#### ASSIGNED TASK:
Write out the stretch of lines below that begins at the line with "fill:none; stroke-linecap:round; stroke-linejoin:round" and ends at the line with "text-anchor:middle; stroke-width:4; stroke-linejoin:round;", including both, exactly as given and nothing more.

Stored items
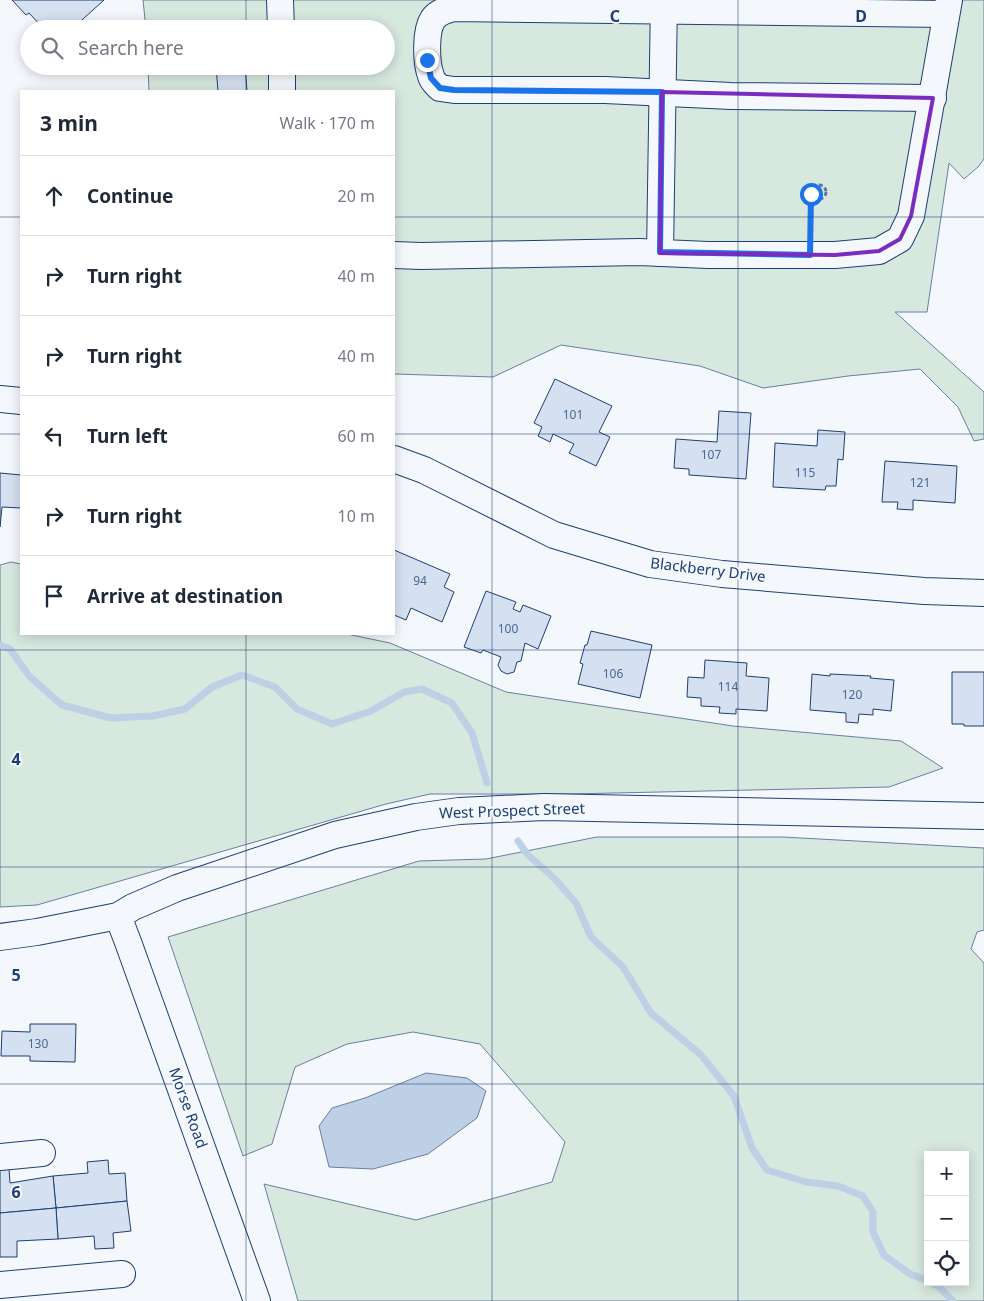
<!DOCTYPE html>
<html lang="en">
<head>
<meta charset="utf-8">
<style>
	body { margin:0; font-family:"Noto Sans",sans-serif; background:#f2f2f3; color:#1f2937 }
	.controls { position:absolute; right:15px; bottom:15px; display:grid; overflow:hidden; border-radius:0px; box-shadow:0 2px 12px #0003 }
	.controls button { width:45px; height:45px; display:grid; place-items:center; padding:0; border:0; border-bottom:1px solid #e0e1e3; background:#fff; color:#1f2937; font:25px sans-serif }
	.stop { position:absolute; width:15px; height:15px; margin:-11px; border:4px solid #1a73e8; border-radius:50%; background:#fff }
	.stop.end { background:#1a73e8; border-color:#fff; box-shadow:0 1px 5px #0008 }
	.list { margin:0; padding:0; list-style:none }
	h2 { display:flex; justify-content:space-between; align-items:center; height:65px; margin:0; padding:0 20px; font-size:21px }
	h2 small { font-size:16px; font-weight:400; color:#747a83 }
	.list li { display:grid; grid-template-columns:32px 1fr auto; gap:15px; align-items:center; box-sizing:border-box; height:80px; padding:0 20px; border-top:1px solid #e0e1e3 }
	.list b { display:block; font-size:19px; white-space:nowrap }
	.list em { font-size:16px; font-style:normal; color:#747a83 }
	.icon { flex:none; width:28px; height:28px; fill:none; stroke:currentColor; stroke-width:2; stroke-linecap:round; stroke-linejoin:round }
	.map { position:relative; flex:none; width:984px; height:1301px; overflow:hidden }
	.search { position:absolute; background:#fff; box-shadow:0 2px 12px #0003; left:20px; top:20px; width:375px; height:55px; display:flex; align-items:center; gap:12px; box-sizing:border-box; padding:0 18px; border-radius:28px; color:#747a83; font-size:19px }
	.panel { position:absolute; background:#fff; box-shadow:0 2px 12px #0003; left:20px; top:90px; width:375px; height:545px; border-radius:0px }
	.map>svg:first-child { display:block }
	.green { fill:#d7e8df; stroke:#687fa3; fill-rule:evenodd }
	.water { fill:#bed0e5; stroke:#687fa3 }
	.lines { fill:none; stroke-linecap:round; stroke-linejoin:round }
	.stream { stroke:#bed0e5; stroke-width:7 }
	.building { fill:#d5e0f0; stroke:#1d3f73 }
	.minor-casing { stroke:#1d3f73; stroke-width:28 }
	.path { stroke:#5e769c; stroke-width:3; stroke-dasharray:4 2.5; stroke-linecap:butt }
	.minor { stroke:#f4f7fb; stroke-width:26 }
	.route { stroke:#1a73e8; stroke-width:6 }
	.marked { fill:none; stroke:#7b2cbf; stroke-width:4; stroke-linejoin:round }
	.grid { fill:none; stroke:#1d3f73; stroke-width:1; stroke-opacity:0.55 }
	.labels { text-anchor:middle; stroke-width:4; stroke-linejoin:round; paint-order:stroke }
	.number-label { font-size:12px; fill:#4b6792 }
	.street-label { font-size:15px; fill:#1d3f73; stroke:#f4f7fb }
	.grid-label { font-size:16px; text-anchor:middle; font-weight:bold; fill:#1d3f73; stroke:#f4f7fb; stroke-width:4; stroke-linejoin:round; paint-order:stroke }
</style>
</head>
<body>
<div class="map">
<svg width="984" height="1301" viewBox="0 0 984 1301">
	<rect width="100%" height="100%" fill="#f4f7fb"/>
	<g class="green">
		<path d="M143,0H984V159L978,167L964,179L949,163L927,312H895L984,392V439L974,441L958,407L920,369L848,376L763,388L700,366L561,345L493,377L394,374V91H149L148,66H386V29H146Z"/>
		<path d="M11,562L21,564V634H347L390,643L506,692L733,726L901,741L943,768L889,787L568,794H430L386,804L37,905L0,907V565Z"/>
		<path d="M597,837H783L984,848V930L977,932L971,949L984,963V1301H298L264,1184L416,1220L552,1182L565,1142L480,1044L413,1032L347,1044L295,1067L272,1144L243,1156L168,937L419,861L486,859ZM928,1155H965V1282H928Z"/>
	</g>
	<path class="water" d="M426,1073L467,1078L486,1091L477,1118L428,1154L373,1169L329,1167L319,1126L332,1108L365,1098Z"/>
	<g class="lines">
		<g class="stream">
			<path d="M0,645L10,649L29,676L62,705L111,718L153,716L185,709L212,687L242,675L275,687L297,709L332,724L371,711L404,692L422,689L452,703L472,733L487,783"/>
			<path d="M518,841L528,855L554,878L576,903L591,937L623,967L651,1013L701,1055L734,1096L752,1148L767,1170L806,1182L838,1186L863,1196L873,1212V1232L884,1255L910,1274L928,1281"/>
			<path d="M930,1282L938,1286L953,1301"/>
		</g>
	</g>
	<g class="building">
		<path d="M12,0H104L72,29H44L29,13L26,15Z"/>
		<path d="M242,22V29H205V25Z"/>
		<path d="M216,66H245L247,91H218Z"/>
		<path d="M555,379L612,406L599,432L610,437L596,466L569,453L574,444L553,434L550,442L538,436L542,427L534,423Z"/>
		<path d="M719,411L751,413L746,479L689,475V469L674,468L676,439L717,442Z"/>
		<path d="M818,430L845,432L843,460L838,459L836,486H826L825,490L773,487L775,443L817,446Z"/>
		<path d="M885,461L957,466L955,503L913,500V510L897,509L898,502H882Z"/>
		<path d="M0,473L21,475V508L2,507L0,527Z"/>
		<path d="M394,550L450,574L444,587L454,592L442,622L411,608L406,620L394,615Z"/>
		<path d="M486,591L516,602L513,609L520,612L523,605L551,616L538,649L525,643L521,661L517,662L514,672L507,674L501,671L498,665L501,657L483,650L481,653L464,647Z"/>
		<path d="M591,631L652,645L640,698L578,684L583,664L580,663L585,645H587Z"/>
		<path d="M705,660L747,663L746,676L769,678L767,711L736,709V714L719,713L720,707L701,706V698L687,697L688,677L704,678Z"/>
		<path d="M952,672H984V726H964V724H952Z"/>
		<path d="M812,674L830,676V674L871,676L870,678L894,680L891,711L873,709V715L859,714L858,723L846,722V713L810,710Z"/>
		<path d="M30,1024H76L75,1062L30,1061V1056H1L2,1031L30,1032Z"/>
		<path d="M108,1160L109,1174L125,1173L127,1201L56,1208L53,1176L88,1173L87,1162Z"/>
		<path d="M0,1169H9L10,1183L53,1176L56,1208L0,1213Z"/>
		<path d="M127,1201L131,1231L113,1233L114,1248L95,1249L94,1236L58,1239L56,1208Z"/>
		<path d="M56,1208L58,1239L17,1241V1257H0V1213Z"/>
	</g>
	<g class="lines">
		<defs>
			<g id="minor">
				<path d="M280,0L281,29"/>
				<path d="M282,91V66"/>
				<path d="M933,98L731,96L605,90H454L440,88C437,85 432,81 431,76C426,63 425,31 433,19C438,12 446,10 454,8L946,14"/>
				<path d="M660,253L664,0"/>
				<path d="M394,255L421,256L639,252L708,255H835L879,251L900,239L911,216L949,0"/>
				<path d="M0,399L21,401"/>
				<path d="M394,459L424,470L554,535L650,564L722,574L924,591L984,593"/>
				<path d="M118,916L128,942L257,1301"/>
				<path d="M0,937L37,932L118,916L133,907L177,888L335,835L416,817L459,811L544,807L984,816"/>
				<path d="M0,1157L42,1153"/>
				<path d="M0,1285L122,1274"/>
			</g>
		</defs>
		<use href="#minor" class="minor-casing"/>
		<g class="path">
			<circle cx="819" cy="192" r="7"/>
			<path d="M811,230V194"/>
		</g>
		<use href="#minor" class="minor"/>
	</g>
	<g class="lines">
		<path class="route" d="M427,60L431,78L440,88L454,90L662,92L660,252L810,255L811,194"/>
	</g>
	<path class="marked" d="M662,92L933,98L911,216L900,239L879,251L835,255L660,253Z"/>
	<path class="grid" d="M246,0V29M492,0V1301M738,0V1301M246,66V91M0,217H21M394,217H984M0,434H21M394,434H984M246,634V1301M0,650H984M0,867H984M0,1084H984"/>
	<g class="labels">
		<g class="number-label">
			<text x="573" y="419">101</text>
			<text x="711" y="459">107</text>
			<text x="805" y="477">115</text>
			<text x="920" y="487">121</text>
			<text x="420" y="585">94</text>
			<text x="508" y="633">100</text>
			<text x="613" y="678">106</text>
			<text x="728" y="691">114</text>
			<text x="852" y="699">120</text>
			<text x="38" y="1048">130</text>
		</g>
		<g class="street-label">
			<text transform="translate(708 570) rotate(7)" y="5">Blackberry Drive</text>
			<text transform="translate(512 811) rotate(-2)" y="5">West Prospect Street</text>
			<text transform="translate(188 1108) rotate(70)" y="5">Morse Road</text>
		</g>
	</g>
	<g class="grid-label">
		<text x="615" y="22">C</text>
		<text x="861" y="22">D</text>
		<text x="16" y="765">4</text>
		<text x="16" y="981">5</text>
		<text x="16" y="1198">6</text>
	</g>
</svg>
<div class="controls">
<button>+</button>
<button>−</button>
<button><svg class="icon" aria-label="locate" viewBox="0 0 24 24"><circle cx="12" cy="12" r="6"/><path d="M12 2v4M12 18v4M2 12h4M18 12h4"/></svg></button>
</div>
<div class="stop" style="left:811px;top:194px"></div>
<div class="stop end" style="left:427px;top:60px"></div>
<div class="search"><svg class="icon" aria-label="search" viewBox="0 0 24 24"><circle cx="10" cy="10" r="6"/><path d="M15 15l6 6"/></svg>Search here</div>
<section class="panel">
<h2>3 min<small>Walk · 170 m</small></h2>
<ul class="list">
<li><svg class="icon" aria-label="ahead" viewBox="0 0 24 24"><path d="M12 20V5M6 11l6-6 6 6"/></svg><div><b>Continue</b></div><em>20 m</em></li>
<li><svg class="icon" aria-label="right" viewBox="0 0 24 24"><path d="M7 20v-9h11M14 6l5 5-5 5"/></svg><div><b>Turn right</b></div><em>40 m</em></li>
<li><svg class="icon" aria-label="right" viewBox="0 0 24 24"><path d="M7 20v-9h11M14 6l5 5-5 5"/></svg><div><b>Turn right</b></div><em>40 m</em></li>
<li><svg class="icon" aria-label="left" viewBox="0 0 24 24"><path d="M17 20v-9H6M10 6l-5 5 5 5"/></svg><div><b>Turn left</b></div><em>60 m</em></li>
<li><svg class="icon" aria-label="right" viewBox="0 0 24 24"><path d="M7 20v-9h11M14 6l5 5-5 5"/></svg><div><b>Turn right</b></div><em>10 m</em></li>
<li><svg class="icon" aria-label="arrive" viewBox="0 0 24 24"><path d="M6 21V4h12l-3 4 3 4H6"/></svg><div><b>Arrive at destination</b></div></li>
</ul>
</section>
</div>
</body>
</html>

#### SOLUTION TO THIS TASK:
	.lines { fill:none; stroke-linecap:round; stroke-linejoin:round }
	.stream { stroke:#bed0e5; stroke-width:7 }
	.building { fill:#d5e0f0; stroke:#1d3f73 }
	.minor-casing { stroke:#1d3f73; stroke-width:28 }
	.path { stroke:#5e769c; stroke-width:3; stroke-dasharray:4 2.5; stroke-linecap:butt }
	.minor { stroke:#f4f7fb; stroke-width:26 }
	.route { stroke:#1a73e8; stroke-width:6 }
	.marked { fill:none; stroke:#7b2cbf; stroke-width:4; stroke-linejoin:round }
	.grid { fill:none; stroke:#1d3f73; stroke-width:1; stroke-opacity:0.55 }
	.labels { text-anchor:middle; stroke-width:4; stroke-linejoin:round; paint-order:stroke }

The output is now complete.